In 2018, it’s important for those in the property industry to look at how consumers are communicating with and purchasing from other industries.
There have been significant developments in the sophistication of consumer interactions. These are driven largely by the growing importance of:
• brand storytelling
• targeted content delivery
• customised channel experiences, and
• the technology able to support these marketers’ ambitions.
So, what’s in store for 2018 and beyond?
James Fenner, Founder of Silk Road, highlights his 5 top strategic marketing trends that he believes will impact most property organisations in 2018.
1. Rise of the robots – from mobile first to Artificial Intelligence (AI)
For marketers, AI and machine learning is creating a world where advertising and branding are becoming increasingly invisible, smart and automated.
Smart off-the-shelf tools now include machine-learning algorithms, which can churn vast quantities of data to identify which of your ads perform best on which audience, at what stage of the buying process.
Chatbots have also joined the fray – it allows you to provide a reliable, 24/7 service that is both mobile responsive and completely pressure-neutral.

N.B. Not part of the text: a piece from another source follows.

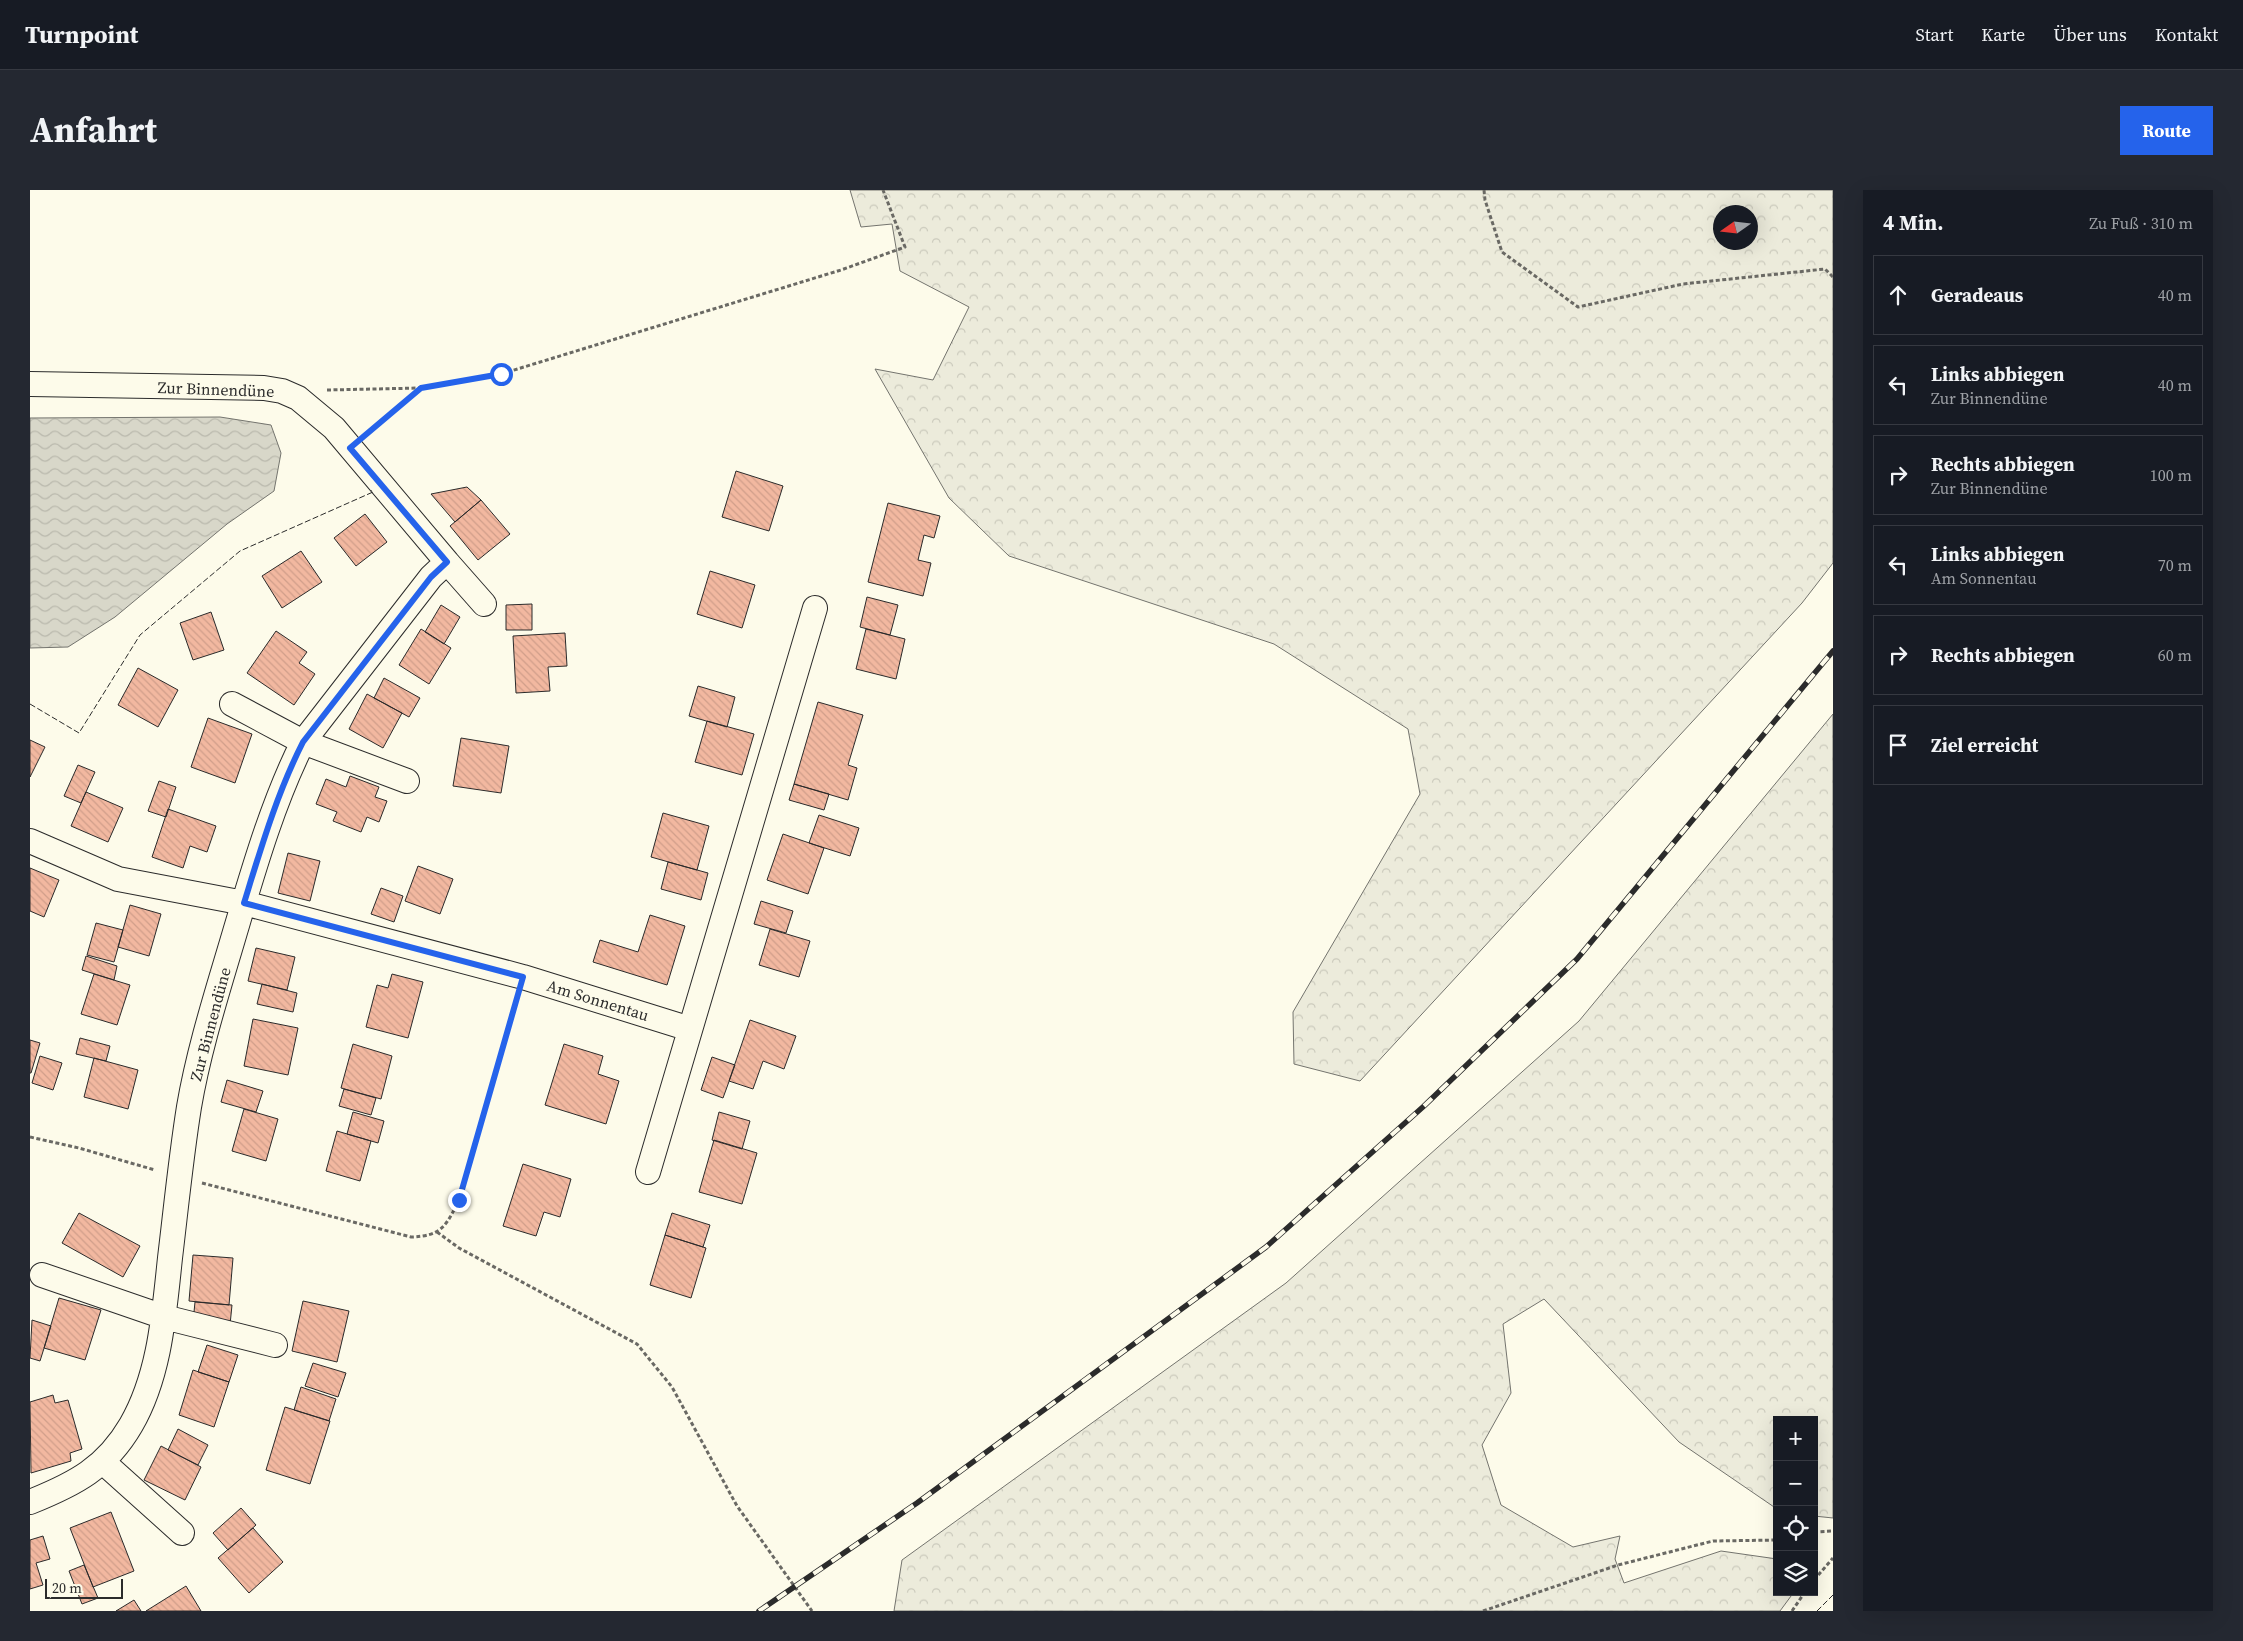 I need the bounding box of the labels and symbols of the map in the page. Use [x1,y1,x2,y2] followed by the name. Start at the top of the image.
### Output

AI is driving efficiency in marketing automation across industries and property should be no exception. Given that research indicates that 90% of estate agents’ time can be taken up in prospecting, (Real Estate Marketing Academy 2013) it’s unsurprising that AI-powered property chat platforms are already among us as customer service tools. ‘Rebecca’ from iProperty Group and ‘Zoombot’ from Zoomsquare can initiate conversations with potential customers in the process of researching property.
2. Marketing to Alexa
What does your brand sound like? A decade ago this would have been about a jingle or pneumonic. For 2018, it’s about your tone of voice in the Alexa era.
Personal digital assistants are transforming consumer research, discovery and purchase behaviour. It’s estimated that there will be 1.8bn users of voice-enabled digital assistants worldwide by 2021 (Tractica 2016). By 2020, 30% of web browsing will be done without a screen. (Gartner 2016). These invisible gatekeepers will force a shift in the way brands in every industry target and respond to consumers.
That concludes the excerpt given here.